SAS Formats, More Than Just Another Pretty Face

SESUG Proceedings (c) SESUG, Inc (http://www.sesug.org) The papers contained in the SESUG proceedings are the property of their authors, unless otherw...
Author: Barrie Chapman
2 downloads 0 Views 251KB Size
SESUG Proceedings (c) SESUG, Inc (http://www.sesug.org) The papers contained in the SESUG proceedings are the property of their authors, unless otherwise stated. Do not reprint without permission. SEGUG papers are distributed freely as a courtesy of Paper the Institute TU06 for Advanced Analytics (http://analytics.ncsu.edu).

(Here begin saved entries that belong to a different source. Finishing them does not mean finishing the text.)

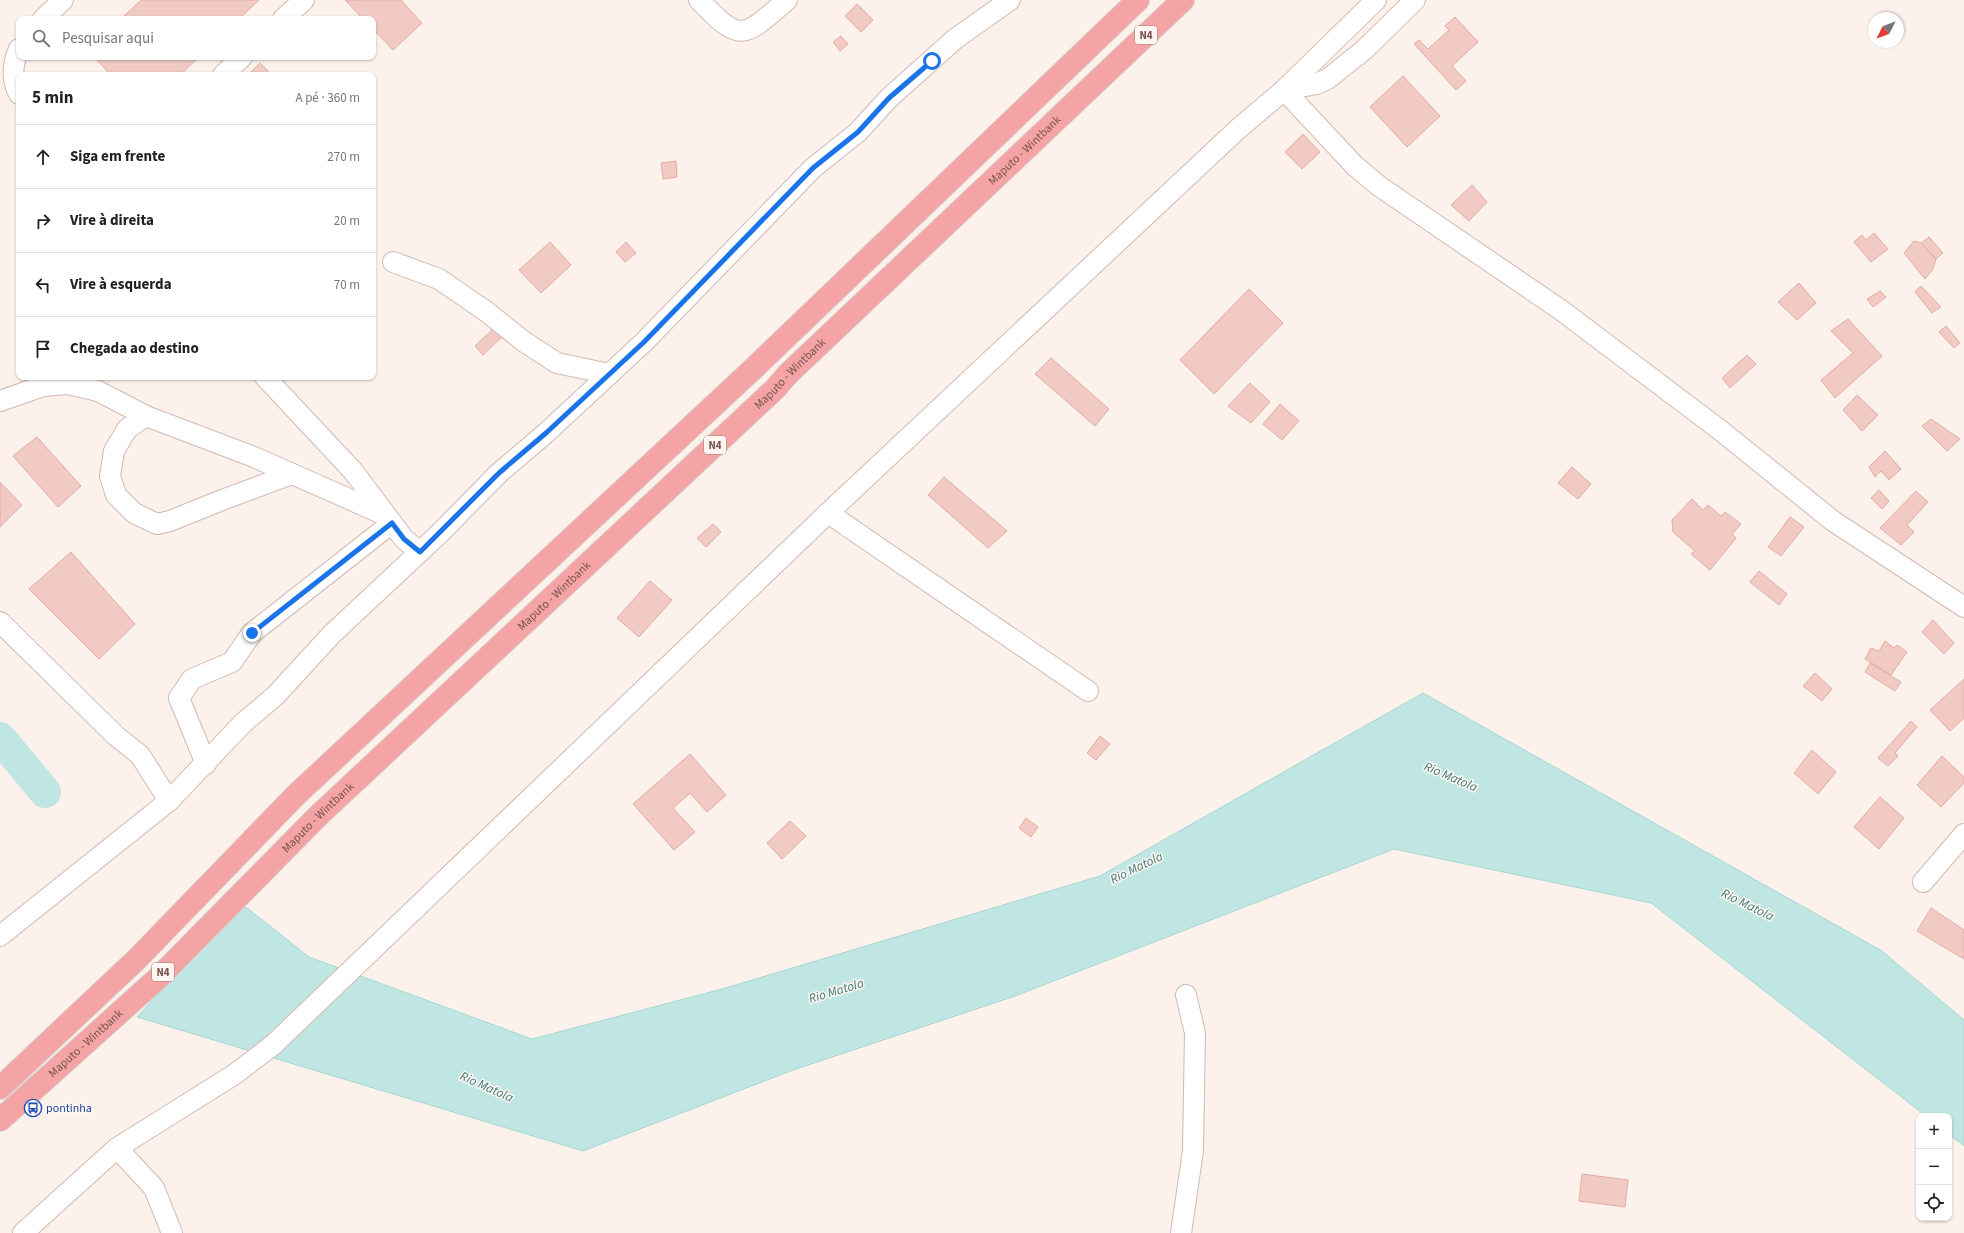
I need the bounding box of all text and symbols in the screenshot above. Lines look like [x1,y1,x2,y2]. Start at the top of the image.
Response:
north arrow [1868,12,1904,48]
search box [16,16,376,60]
road number: N4 [1135,26,1157,44]
icon: search [30,27,52,49]
text: Pesquisar aqui [62,28,154,49]
route start [923,52,941,70]
text: 5 min [32,86,73,110]
text: A pé · 360 m [295,89,360,107]
street label: Maputo - Wintbank [984,112,1065,189]
icon: ahead [32,146,54,168]
text: Siga em frente [70,146,165,167]
text: 270 m [327,148,360,166]
icon: right [32,210,54,232]
text: Vire à direita [70,210,154,231]
text: 20 m [334,212,360,230]
icon: left [32,274,54,296]
text: Vire à esquerda [70,274,172,295]
text: 70 m [334,276,360,294]
street label: Maputo - Wintbank [750,334,830,413]
icon: arrive [32,338,54,360]
text: Chegada ao destino [70,338,199,359]
road number: N4 [704,436,726,454]
street label: Maputo - Wintbank [514,557,595,635]
route end [243,624,261,642]
water label: Rio Matola [1421,758,1480,796]
street label: Maputo - Wintbank [278,778,358,857]
water label: Rio Matola [1107,847,1166,888]
water label: Rio Matola [1718,884,1777,925]
road number: N4 [152,963,174,981]
water label: Rio Matola [807,974,866,1008]
street label: Maputo - Wintbank [45,1005,127,1082]
water label: Rio Matola [457,1067,516,1107]
bus stop icon: pontinha [23,1098,43,1118]
place label: pontinha [46,1100,92,1117]
map controls [1916,1113,1952,1221]
button: + [1916,1113,1952,1149]
button: − [1916,1149,1952,1185]
button: locate [1916,1185,1952,1221]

SAS® Formats, More Than Just Another Pretty Face Ying Liu, Toronto, ON, Canada

ABSTRACT Most of us are familiar with using SAS® formats to change the display of data values in reports; most of us have used constructs like: • put totalAmount dollar12.2; or • put orderDate yymmdd10.; However, SAS formats can do far more than this. In this paper I will start with a review of some of the built in SAS formats. This will be followed by an introduction to PROC FORMAT, showing you how you can create your own formats. From there the paper will take PROC FORMAT a step further by showing how formats can be built dynamically from your existing data. Finally, a common but powerful use of formats will be demonstrated – using formats to create efficient lookup tables. The paper is aimed at intermediate SAS programmers who have yet to discover how a pretty face can make a program turn its head.

INTRODUCTION It is not uncommon for us to have to report the same data in different ways. For example, the company financial officer for the Americas wants to see numbers separated by commas and a decimal point separating the pennies (e,g. 1,234.55), but her counterpart in France wants the French style with numbers separated by the decimal point and a commas separating the pennies (e.g. 1.234,55). As SAS programmers we know that we can simply apply a different format to the data to get a different report output; that is, we can easily convert the underlying data representation to an appropriate visual representation. As SAS programmers we are also aware there are sorts of built in formats that come with SAS that cover a wide range of requirements. However, no matter how many formats that are supplied with SAS, there will always be the need to apply a custom format – a different visual representation of our underlying data. One common way creating a new visual representation of the data is to create classification groups. For example, test scores could be grouped into letter grades or respondent ages into age groups. Many times we only need to display the data in this new representation. However, sometimes we want to do some analysis or summaries on these classifications, not the underlying interval or continuous data. Some SAS procedures (e.g. PROC MEANS) can use interval/continuous data that use these formatted values as classification variables, but there will still be times we need to use the classifications, forcing us to create a new data variable based upon the these classifications. In this paper, I will introduce the method (PROC FORMAT) to create your own formats, user defined formats, then show how to apply the formats. When applying these user defined formats I will show not only how to use them to change the displayed value but also how to use user defined formats as a powerful lookup tool.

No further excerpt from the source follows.